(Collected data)
----------------

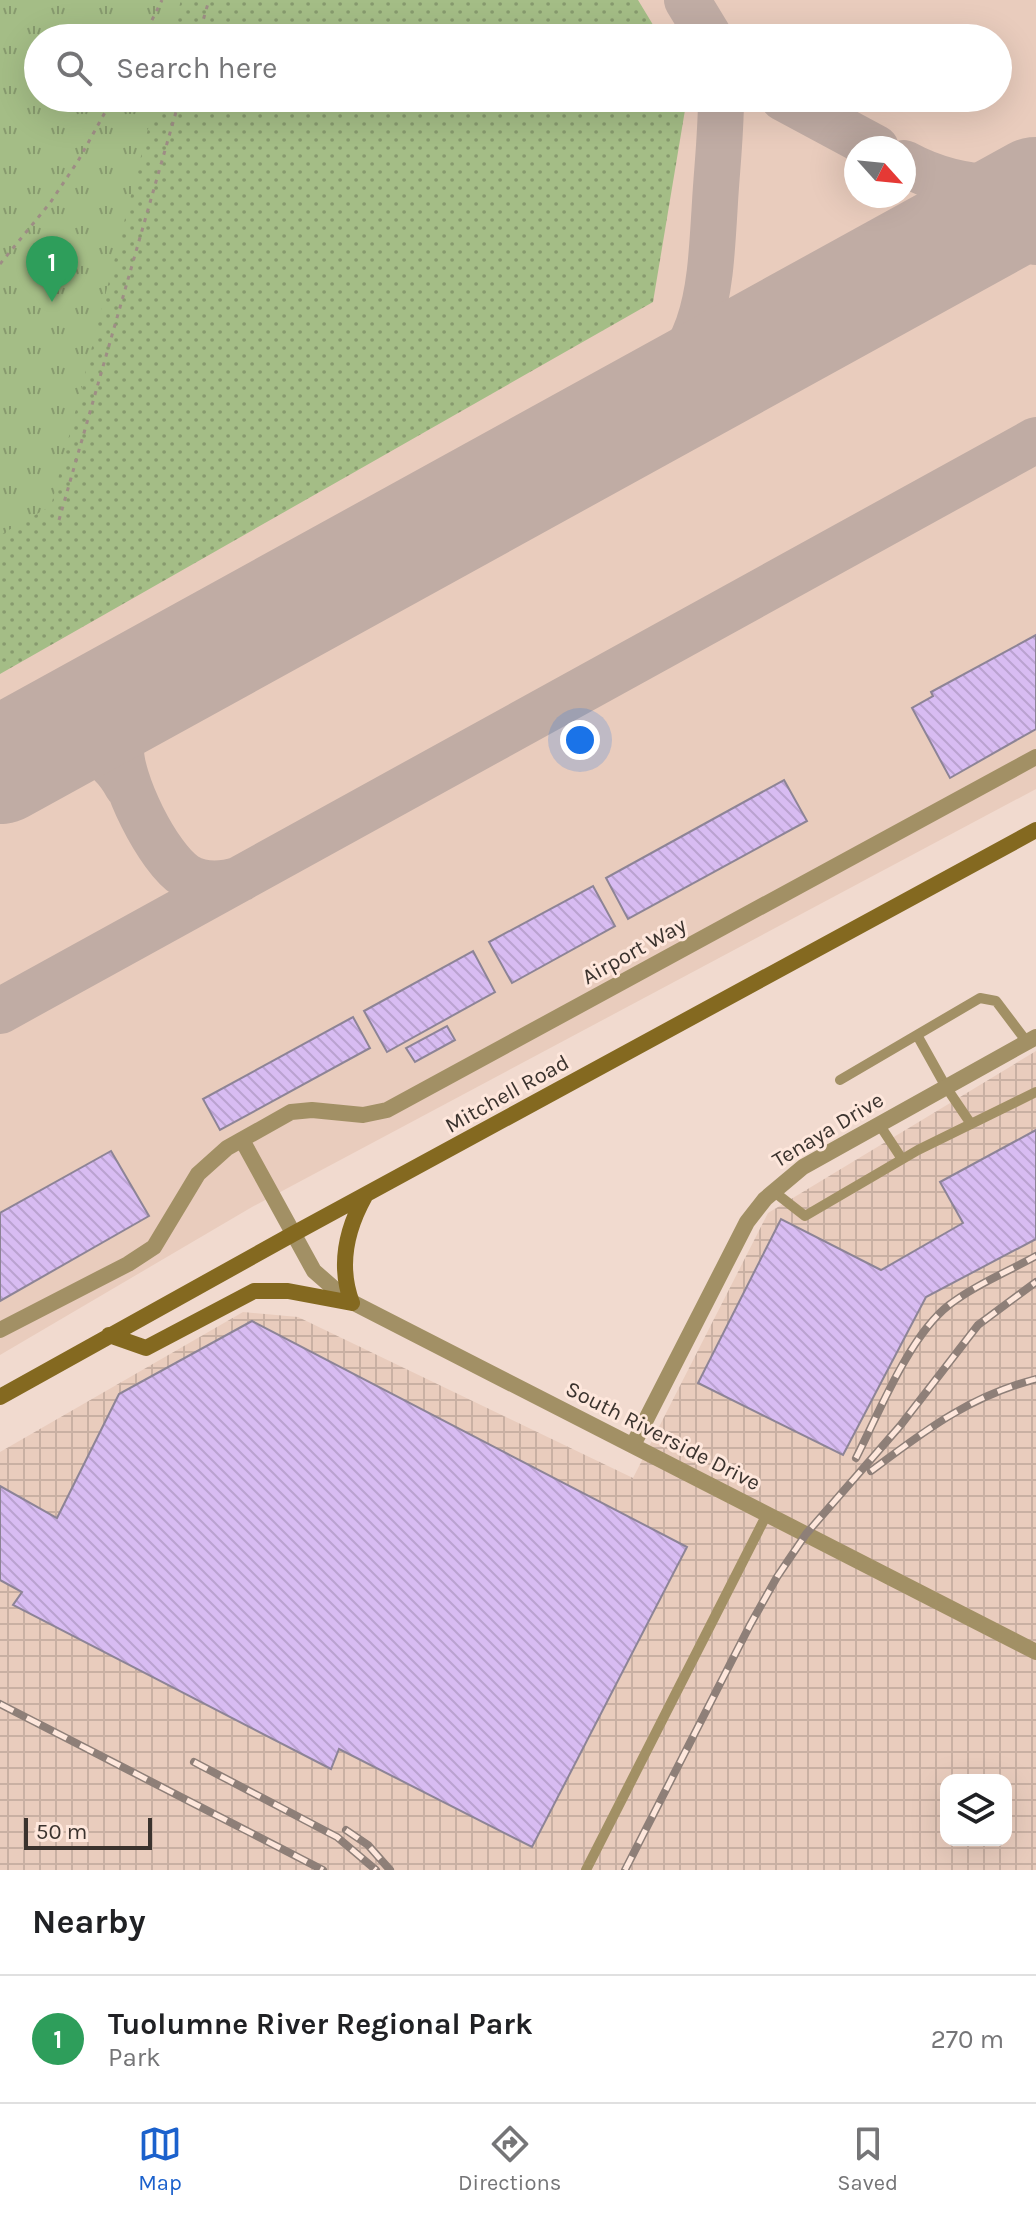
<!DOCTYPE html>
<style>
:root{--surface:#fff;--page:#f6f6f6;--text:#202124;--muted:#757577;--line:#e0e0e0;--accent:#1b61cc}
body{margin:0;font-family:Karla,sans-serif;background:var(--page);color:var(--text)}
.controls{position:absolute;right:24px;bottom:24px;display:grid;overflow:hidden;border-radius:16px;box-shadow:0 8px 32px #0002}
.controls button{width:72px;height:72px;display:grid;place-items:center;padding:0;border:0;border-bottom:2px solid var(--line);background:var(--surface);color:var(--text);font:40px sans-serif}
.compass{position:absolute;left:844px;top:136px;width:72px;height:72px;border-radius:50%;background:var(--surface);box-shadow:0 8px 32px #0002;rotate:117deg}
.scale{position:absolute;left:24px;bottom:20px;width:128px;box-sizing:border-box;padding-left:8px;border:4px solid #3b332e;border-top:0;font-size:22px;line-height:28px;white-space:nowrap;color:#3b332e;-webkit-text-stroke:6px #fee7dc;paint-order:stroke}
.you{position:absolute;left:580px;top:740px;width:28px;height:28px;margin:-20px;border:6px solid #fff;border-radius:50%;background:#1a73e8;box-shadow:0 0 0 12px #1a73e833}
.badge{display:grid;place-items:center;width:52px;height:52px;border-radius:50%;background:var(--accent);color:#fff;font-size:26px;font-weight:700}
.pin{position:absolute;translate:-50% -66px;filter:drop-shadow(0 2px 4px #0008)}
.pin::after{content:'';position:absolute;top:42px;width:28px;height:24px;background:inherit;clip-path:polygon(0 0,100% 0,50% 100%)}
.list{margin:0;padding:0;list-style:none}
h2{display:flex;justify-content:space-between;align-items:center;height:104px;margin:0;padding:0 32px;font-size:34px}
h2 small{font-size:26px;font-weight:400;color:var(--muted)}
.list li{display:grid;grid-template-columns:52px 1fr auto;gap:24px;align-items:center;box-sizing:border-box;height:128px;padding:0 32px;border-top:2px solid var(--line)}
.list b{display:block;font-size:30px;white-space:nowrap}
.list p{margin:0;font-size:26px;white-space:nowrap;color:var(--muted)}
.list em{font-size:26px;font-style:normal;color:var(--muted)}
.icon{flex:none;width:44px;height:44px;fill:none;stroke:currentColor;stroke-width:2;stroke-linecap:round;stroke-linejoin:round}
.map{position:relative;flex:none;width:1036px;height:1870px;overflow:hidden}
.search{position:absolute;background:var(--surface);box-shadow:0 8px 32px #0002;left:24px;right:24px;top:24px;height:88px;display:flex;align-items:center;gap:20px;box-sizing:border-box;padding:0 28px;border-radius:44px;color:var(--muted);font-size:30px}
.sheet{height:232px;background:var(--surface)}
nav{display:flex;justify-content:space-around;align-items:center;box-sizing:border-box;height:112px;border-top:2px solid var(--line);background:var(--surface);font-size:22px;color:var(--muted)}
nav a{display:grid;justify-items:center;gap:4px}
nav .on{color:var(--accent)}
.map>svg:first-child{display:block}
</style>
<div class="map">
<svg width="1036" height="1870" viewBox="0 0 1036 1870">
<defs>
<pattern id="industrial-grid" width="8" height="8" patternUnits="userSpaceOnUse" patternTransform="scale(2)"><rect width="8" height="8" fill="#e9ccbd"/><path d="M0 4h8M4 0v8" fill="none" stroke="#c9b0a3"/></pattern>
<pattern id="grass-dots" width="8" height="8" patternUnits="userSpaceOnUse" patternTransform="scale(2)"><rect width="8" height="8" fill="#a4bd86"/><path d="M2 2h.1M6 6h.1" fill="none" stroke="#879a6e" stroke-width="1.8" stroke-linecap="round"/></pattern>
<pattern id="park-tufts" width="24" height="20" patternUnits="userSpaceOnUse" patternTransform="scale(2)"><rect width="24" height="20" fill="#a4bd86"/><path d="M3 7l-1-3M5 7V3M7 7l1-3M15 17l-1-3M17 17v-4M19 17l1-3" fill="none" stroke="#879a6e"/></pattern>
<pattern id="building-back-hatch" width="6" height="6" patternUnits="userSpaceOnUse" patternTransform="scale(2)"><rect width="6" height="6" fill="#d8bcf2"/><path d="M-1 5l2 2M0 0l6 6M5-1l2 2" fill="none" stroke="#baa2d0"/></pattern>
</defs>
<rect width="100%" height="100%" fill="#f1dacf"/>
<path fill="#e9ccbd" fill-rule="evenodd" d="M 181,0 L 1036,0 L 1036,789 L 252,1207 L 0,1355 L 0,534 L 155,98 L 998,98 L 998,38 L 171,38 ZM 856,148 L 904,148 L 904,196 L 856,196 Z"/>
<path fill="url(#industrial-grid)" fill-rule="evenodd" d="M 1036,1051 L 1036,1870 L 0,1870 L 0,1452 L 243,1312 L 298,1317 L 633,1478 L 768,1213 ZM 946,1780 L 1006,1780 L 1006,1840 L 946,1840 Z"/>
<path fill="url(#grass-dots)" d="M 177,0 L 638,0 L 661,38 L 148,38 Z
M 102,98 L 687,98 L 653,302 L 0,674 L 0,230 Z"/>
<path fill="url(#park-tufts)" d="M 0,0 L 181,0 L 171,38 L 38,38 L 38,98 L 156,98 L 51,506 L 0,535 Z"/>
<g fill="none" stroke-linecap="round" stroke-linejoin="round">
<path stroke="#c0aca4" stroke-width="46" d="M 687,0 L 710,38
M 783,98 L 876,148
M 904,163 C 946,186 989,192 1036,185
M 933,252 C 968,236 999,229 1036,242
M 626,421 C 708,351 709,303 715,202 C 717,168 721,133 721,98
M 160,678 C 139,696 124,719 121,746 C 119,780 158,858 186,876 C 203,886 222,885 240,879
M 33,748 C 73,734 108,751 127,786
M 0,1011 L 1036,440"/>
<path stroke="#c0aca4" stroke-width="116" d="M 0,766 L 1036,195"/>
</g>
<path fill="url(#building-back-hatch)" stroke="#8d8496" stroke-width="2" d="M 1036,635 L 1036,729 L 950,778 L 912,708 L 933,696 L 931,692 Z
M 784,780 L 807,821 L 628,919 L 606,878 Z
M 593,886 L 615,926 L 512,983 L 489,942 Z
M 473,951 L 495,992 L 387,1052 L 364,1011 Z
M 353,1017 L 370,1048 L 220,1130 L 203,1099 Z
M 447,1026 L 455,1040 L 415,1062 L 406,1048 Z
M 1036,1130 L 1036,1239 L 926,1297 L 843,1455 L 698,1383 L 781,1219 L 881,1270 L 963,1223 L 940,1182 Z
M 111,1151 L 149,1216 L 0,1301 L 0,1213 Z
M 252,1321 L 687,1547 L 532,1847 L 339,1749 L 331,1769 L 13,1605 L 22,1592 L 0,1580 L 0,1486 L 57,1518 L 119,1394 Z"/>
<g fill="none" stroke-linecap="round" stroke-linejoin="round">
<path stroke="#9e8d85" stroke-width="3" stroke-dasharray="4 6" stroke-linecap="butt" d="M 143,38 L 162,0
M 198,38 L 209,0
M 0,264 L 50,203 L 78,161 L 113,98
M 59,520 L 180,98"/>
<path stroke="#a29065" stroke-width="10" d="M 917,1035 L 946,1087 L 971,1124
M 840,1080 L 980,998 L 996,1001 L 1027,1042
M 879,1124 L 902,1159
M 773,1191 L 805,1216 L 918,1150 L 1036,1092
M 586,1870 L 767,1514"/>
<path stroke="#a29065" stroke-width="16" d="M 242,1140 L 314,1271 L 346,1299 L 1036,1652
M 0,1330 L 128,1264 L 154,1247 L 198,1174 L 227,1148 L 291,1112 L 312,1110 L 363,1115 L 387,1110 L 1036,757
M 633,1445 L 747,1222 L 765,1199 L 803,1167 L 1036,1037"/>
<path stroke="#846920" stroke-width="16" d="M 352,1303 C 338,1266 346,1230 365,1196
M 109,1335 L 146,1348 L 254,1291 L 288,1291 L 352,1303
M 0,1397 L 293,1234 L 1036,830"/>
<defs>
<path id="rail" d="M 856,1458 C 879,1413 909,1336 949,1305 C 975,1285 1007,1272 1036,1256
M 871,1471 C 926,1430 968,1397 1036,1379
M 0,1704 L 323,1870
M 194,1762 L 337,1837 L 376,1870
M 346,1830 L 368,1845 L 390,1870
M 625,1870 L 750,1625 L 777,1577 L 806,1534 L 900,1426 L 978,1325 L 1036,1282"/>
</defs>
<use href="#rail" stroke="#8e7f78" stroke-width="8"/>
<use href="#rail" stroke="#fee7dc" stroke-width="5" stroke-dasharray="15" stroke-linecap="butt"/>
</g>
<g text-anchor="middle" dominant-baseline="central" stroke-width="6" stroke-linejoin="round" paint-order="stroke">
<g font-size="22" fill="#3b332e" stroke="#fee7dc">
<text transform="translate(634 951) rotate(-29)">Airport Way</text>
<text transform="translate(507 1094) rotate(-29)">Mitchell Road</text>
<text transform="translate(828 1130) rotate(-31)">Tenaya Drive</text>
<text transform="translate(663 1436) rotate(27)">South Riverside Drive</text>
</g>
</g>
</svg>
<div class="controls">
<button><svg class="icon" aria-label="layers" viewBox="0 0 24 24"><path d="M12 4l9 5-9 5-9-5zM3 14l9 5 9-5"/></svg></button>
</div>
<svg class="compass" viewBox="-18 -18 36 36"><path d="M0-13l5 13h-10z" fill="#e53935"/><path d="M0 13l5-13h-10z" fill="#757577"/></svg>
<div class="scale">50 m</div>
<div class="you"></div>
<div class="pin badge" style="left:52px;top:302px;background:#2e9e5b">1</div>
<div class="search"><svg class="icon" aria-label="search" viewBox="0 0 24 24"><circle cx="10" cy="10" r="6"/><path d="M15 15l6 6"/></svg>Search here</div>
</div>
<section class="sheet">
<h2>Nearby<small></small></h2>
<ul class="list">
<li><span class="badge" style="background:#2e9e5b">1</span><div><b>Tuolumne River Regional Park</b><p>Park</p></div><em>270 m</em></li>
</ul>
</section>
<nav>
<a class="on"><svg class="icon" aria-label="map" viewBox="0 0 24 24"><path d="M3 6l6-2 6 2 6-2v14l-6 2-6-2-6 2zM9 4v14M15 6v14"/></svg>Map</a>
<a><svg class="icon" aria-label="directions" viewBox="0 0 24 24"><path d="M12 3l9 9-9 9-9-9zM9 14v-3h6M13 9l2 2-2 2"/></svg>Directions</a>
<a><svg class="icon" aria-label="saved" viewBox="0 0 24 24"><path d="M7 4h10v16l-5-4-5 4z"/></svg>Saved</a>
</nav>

----------------

Copy out, word for word, the part of the entries above that begins at the line with "M 625,1870 L" and ends at the line with "3l9 9-9 9-9-9zM9", including both.

M 625,1870 L 750,1625 L 777,1577 L 806,1534 L 900,1426 L 978,1325 L 1036,1282"/>
</defs>
<use href="#rail" stroke="#8e7f78" stroke-width="8"/>
<use href="#rail" stroke="#fee7dc" stroke-width="5" stroke-dasharray="15" stroke-linecap="butt"/>
</g>
<g text-anchor="middle" dominant-baseline="central" stroke-width="6" stroke-linejoin="round" paint-order="stroke">
<g font-size="22" fill="#3b332e" stroke="#fee7dc">
<text transform="translate(634 951) rotate(-29)">Airport Way</text>
<text transform="translate(507 1094) rotate(-29)">Mitchell Road</text>
<text transform="translate(828 1130) rotate(-31)">Tenaya Drive</text>
<text transform="translate(663 1436) rotate(27)">South Riverside Drive</text>
</g>
</g>
</svg>
<div class="controls">
<button><svg class="icon" aria-label="layers" viewBox="0 0 24 24"><path d="M12 4l9 5-9 5-9-5zM3 14l9 5 9-5"/></svg></button>
</div>
<svg class="compass" viewBox="-18 -18 36 36"><path d="M0-13l5 13h-10z" fill="#e53935"/><path d="M0 13l5-13h-10z" fill="#757577"/></svg>
<div class="scale">50 m</div>
<div class="you"></div>
<div class="pin badge" style="left:52px;top:302px;background:#2e9e5b">1</div>
<div class="search"><svg class="icon" aria-label="search" viewBox="0 0 24 24"><circle cx="10" cy="10" r="6"/><path d="M15 15l6 6"/></svg>Search here</div>
</div>
<section class="sheet">
<h2>Nearby<small></small></h2>
<ul class="list">
<li><span class="badge" style="background:#2e9e5b">1</span><div><b>Tuolumne River Regional Park</b><p>Park</p></div><em>270 m</em></li>
</ul>
</section>
<nav>
<a class="on"><svg class="icon" aria-label="map" viewBox="0 0 24 24"><path d="M3 6l6-2 6 2 6-2v14l-6 2-6-2-6 2zM9 4v14M15 6v14"/></svg>Map</a>
<a><svg class="icon" aria-label="directions" viewBox="0 0 24 24"><path d="M12 3l9 9-9 9-9-9zM9 14v-3h6M13 9l2 2-2 2"/></svg>Directions</a>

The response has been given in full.